Yet this is to be the foundation of our family of faith. They are, as Paul puts it, God’s field, and what a mixed up ground it is! Yet that gives me tremendous hope and joy and courage; because if they can make it, then so can I. And so can every one of us!

For God plants his seed in our lives; in all the circumstances where we live and move and have our being, at school or at home or at tea, in every community: For these raw towns, ranches of isolation, dysfunctional families, desperate friends, are places where, to quote Auden, “we must learn to love one another or die,” and where we must let ourselves be loved as well. That’s where the answer comes, because the seed is the love of God, and that can make miracles happen everywhere.

St. Paul says, to set the mind on the flesh is death, but to set the mind on the Spirit is life and peace.  Only a young person or a very silly disciple would think that they could make a list of how the world worked and what in the main mattered. That’s so deadly, but so many of us do try to make a success of it, to get the winning ticket, the right prizes, to be anything but what we are. And God comes to love us as we are, to cast his seed amongst our barren busy fields that we may give good growth, and God does not work alone.
So we come here to be together with God, to look for life and peace and growth.

For the spirit breathes us together like love, inspires us to work for the common good, makes us see new beginnings and learn new options beyond our old and desperate ways. That’s what it means to be church! Go back to those earlier disciples and see how they’re changed: Christ forges them together to the community who can learn from God and one another, who can serve God and one another. It is the same with us.

Through good grace and God’s love, we come to see that we are not alone, in our many misunderstanding, and our little lost lists, in the juvenile judgments and those strange finalities which we follow to make us safe from others who might scare us, those sad compulsions to keep us separate from the people who could save us, who can redeem us from such isolation, connect us to community. But we are past that here. We are here to be the church, God’s great harvest, God’s good friends.

For what blooms from those many seeds, cast with such love by our Creator God, given out to people in every field of life, to the lame and the lost, the lonely and the loud, those guilty of depravity or distraction or deception, is nothing less than love, and that can open the soil, can change the world, can give us hope.

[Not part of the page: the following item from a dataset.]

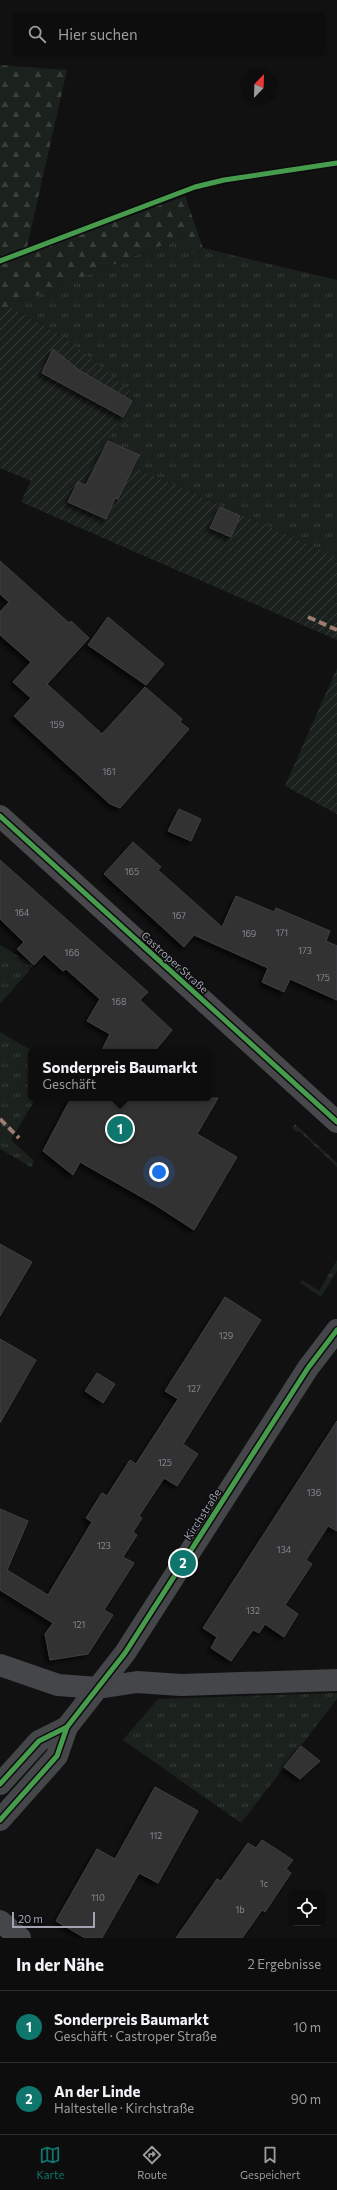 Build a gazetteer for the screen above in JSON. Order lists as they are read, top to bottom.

The seed of God’s love can land in the center of each of our lives and gives us both growth and grace as we grow together, travel together, turn to the Son together, move to the light together. For in coming to be Christ’s Church we have found a common font of purpose that will let our very ground be renewed by God’s grace.

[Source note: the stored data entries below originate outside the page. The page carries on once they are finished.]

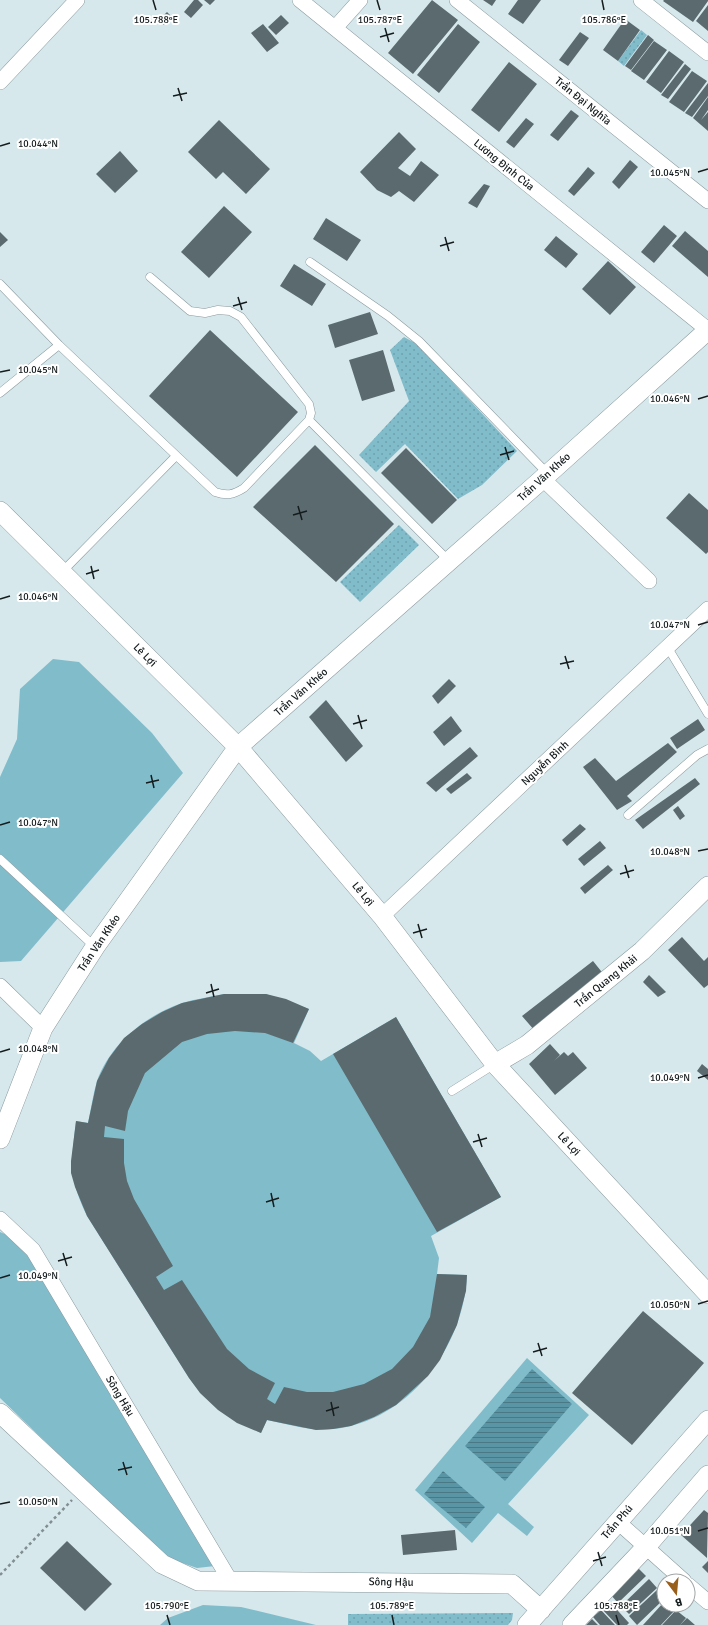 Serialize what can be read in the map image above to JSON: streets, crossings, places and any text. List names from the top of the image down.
{
  "streets": {
    "street": [
      "Trần Đại Nghĩa",
      "Lương Định Của",
      "Trần Văn Khéo",
      "Lê Lợi",
      "Nguyễn Bình",
      "Trần Quang Khải",
      "Sông Hậu",
      "Trần Phú"
    ]
  },
  "crossings": [
    ["Lương Định Của", "Trần Văn Khéo"],
    ["Trần Văn Khéo", "Lê Lợi"],
    ["Lê Lợi", "Nguyễn Bình"],
    ["Lê Lợi", "Trần Quang Khải"],
    ["Sông Hậu", "Trần Phú"]
  ],
  "north": "bottom",
  "coordinates": [
    "105.788°E",
    "105.787°E",
    "105.786°E",
    "10.044°N",
    "10.045°N",
    "10.046°N",
    "10.047°N",
    "10.048°N",
    "10.049°N",
    "10.050°N",
    "10.051°N",
    "105.790°E",
    "105.789°E"
  ]
}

So in looking back to that shallow little boy all those years ago, I feel a little bit of embarrassment and a surprising lot of joy. I thank God for friends and favors I found along the way: companions and comrades who helped me clear my fields, weed my distractions, deepened my compassion and grow my understanding to help me find my way home.

It was those people, God’s friends and messengers, both then and now, both inside and outside the church, who help me to come to know the body of Christ, of which by grace, we are members. Those angels of good news open my eyes, my mind, my heart, the ground of my being, to God’s grace. And all of them together with God help me clear land, fertilize fields, deepen capacity and understanding, make me show up for the gift of a good harvest.

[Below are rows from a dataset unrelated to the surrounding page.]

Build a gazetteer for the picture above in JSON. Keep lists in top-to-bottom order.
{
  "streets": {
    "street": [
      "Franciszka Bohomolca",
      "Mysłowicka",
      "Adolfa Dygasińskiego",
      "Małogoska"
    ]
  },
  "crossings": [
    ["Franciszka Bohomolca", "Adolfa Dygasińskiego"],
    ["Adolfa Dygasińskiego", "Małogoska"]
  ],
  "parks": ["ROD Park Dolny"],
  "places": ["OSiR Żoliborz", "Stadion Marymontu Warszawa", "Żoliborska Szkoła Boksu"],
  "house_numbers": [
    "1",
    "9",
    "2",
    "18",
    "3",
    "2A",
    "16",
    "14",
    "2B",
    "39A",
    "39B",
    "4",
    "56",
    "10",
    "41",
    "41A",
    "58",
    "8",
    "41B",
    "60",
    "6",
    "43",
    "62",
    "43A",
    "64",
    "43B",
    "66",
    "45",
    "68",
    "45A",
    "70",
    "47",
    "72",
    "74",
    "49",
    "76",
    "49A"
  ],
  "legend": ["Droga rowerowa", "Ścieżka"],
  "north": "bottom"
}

It is the same for all of us.  For God still casts his seed wide all over the world, every day in every way, in all our soiled history and hope, to make strong green growth where Christ’s compassion and love blooms brightly: for that is what it means to be the church, to be his body, the church, a loving community renewed by faith where common ground lifts Christ’s life, rising into new beginning, to a world where the harvest will be gathered with wonderful grace and great joy. And this is our hope, for we are the body of Christ.